#### STUDY MATERIAL

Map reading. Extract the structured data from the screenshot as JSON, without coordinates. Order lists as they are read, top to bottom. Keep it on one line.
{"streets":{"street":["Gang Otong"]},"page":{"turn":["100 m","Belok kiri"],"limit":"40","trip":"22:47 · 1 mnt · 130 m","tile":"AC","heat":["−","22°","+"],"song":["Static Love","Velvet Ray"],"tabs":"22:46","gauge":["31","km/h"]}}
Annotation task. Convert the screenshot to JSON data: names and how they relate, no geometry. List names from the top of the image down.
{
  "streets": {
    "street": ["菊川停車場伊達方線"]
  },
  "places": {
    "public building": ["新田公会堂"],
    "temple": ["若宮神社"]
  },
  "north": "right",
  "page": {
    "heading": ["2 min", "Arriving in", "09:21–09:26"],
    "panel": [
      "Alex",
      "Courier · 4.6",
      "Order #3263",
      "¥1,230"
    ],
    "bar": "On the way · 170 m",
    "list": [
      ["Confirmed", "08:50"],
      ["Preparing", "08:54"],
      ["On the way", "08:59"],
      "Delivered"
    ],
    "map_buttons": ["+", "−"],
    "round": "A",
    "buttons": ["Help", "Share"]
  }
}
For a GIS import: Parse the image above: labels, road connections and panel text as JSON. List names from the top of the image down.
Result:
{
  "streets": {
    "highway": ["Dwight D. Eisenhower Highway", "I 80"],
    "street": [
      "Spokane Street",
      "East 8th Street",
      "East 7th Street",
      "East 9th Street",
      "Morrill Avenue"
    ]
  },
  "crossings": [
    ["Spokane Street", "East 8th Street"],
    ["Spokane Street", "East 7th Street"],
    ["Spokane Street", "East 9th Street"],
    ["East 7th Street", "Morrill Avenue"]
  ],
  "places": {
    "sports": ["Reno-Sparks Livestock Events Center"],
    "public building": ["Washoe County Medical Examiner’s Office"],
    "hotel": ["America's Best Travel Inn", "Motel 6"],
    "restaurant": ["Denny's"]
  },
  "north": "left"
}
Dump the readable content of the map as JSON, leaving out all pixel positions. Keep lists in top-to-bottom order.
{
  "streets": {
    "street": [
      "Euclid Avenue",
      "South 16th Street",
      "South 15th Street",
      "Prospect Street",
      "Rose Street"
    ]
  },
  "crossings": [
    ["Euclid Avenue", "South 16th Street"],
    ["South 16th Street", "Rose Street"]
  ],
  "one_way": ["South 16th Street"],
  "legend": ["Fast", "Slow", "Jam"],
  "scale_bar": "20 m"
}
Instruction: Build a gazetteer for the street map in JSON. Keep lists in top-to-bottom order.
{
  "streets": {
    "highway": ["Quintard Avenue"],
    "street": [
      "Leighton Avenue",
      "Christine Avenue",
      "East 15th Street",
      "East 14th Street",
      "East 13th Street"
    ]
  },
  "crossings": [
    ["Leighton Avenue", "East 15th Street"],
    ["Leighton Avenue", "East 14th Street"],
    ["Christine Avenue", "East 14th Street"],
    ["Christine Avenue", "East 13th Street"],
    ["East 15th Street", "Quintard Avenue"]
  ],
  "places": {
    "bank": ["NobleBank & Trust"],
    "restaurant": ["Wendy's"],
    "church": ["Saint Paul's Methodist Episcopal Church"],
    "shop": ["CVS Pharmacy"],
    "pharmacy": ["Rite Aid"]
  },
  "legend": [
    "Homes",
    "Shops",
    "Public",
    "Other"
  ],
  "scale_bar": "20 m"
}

########

*PROBLEM STATEMENT*: Nothing should be dropped. Retype each line above as it is.

*OUTPUT FOR THIS EXERCISE*:
Map reading. Extract the structured data from the screenshot as JSON, without coordinates. Order lists as they are read, top to bottom. Keep it on one line.
{"streets":{"street":["Gang Otong"]},"page":{"turn":["100 m","Belok kiri"],"limit":"40","trip":"22:47 · 1 mnt · 130 m","tile":"AC","heat":["−","22°","+"],"song":["Static Love","Velvet Ray"],"tabs":"22:46","gauge":["31","km/h"]}}
Annotation task. Convert the screenshot to JSON data: names and how they relate, no geometry. List names from the top of the image down.
{
  "streets": {
    "street": ["菊川停車場伊達方線"]
  },
  "places": {
    "public building": ["新田公会堂"],
    "temple": ["若宮神社"]
  },
  "north": "right",
  "page": {
    "heading": ["2 min", "Arriving in", "09:21–09:26"],
    "panel": [
      "Alex",
      "Courier · 4.6",
      "Order #3263",
      "¥1,230"
    ],
    "bar": "On the way · 170 m",
    "list": [
      ["Confirmed", "08:50"],
      ["Preparing", "08:54"],
      ["On the way", "08:59"],
      "Delivered"
    ],
    "map_buttons": ["+", "−"],
    "round": "A",
    "buttons": ["Help", "Share"]
  }
}
For a GIS import: Parse the image above: labels, road connections and panel text as JSON. List names from the top of the image down.
Result:
{
  "streets": {
    "highway": ["Dwight D. Eisenhower Highway", "I 80"],
    "street": [
      "Spokane Street",
      "East 8th Street",
      "East 7th Street",
      "East 9th Street",
      "Morrill Avenue"
    ]
  },
  "crossings": [
    ["Spokane Street", "East 8th Street"],
    ["Spokane Street", "East 7th Street"],
    ["Spokane Street", "East 9th Street"],
    ["East 7th Street", "Morrill Avenue"]
  ],
  "places": {
    "sports": ["Reno-Sparks Livestock Events Center"],
    "public building": ["Washoe County Medical Examiner’s Office"],
    "hotel": ["America's Best Travel Inn", "Motel 6"],
    "restaurant": ["Denny's"]
  },
  "north": "left"
}
Dump the readable content of the map as JSON, leaving out all pixel positions. Keep lists in top-to-bottom order.
{
  "streets": {
    "street": [
      "Euclid Avenue",
      "South 16th Street",
      "South 15th Street",
      "Prospect Street",
      "Rose Street"
    ]
  },
  "crossings": [
    ["Euclid Avenue", "South 16th Street"],
    ["South 16th Street", "Rose Street"]
  ],
  "one_way": ["South 16th Street"],
  "legend": ["Fast", "Slow", "Jam"],
  "scale_bar": "20 m"
}
Instruction: Build a gazetteer for the street map in JSON. Keep lists in top-to-bottom order.
{
  "streets": {
    "highway": ["Quintard Avenue"],
    "street": [
      "Leighton Avenue",
      "Christine Avenue",
      "East 15th Street",
      "East 14th Street",
      "East 13th Street"
    ]
  },
  "crossings": [
    ["Leighton Avenue", "East 15th Street"],
    ["Leighton Avenue", "East 14th Street"],
    ["Christine Avenue", "East 14th Street"],
    ["Christine Avenue", "East 13th Street"],
    ["East 15th Street", "Quintard Avenue"]
  ],
  "places": {
    "bank": ["NobleBank & Trust"],
    "restaurant": ["Wendy's"],
    "church": ["Saint Paul's Methodist Episcopal Church"],
    "shop": ["CVS Pharmacy"],
    "pharmacy": ["Rite Aid"]
  },
  "legend": [
    "Homes",
    "Shops",
    "Public",
    "Other"
  ],
  "scale_bar": "20 m"
}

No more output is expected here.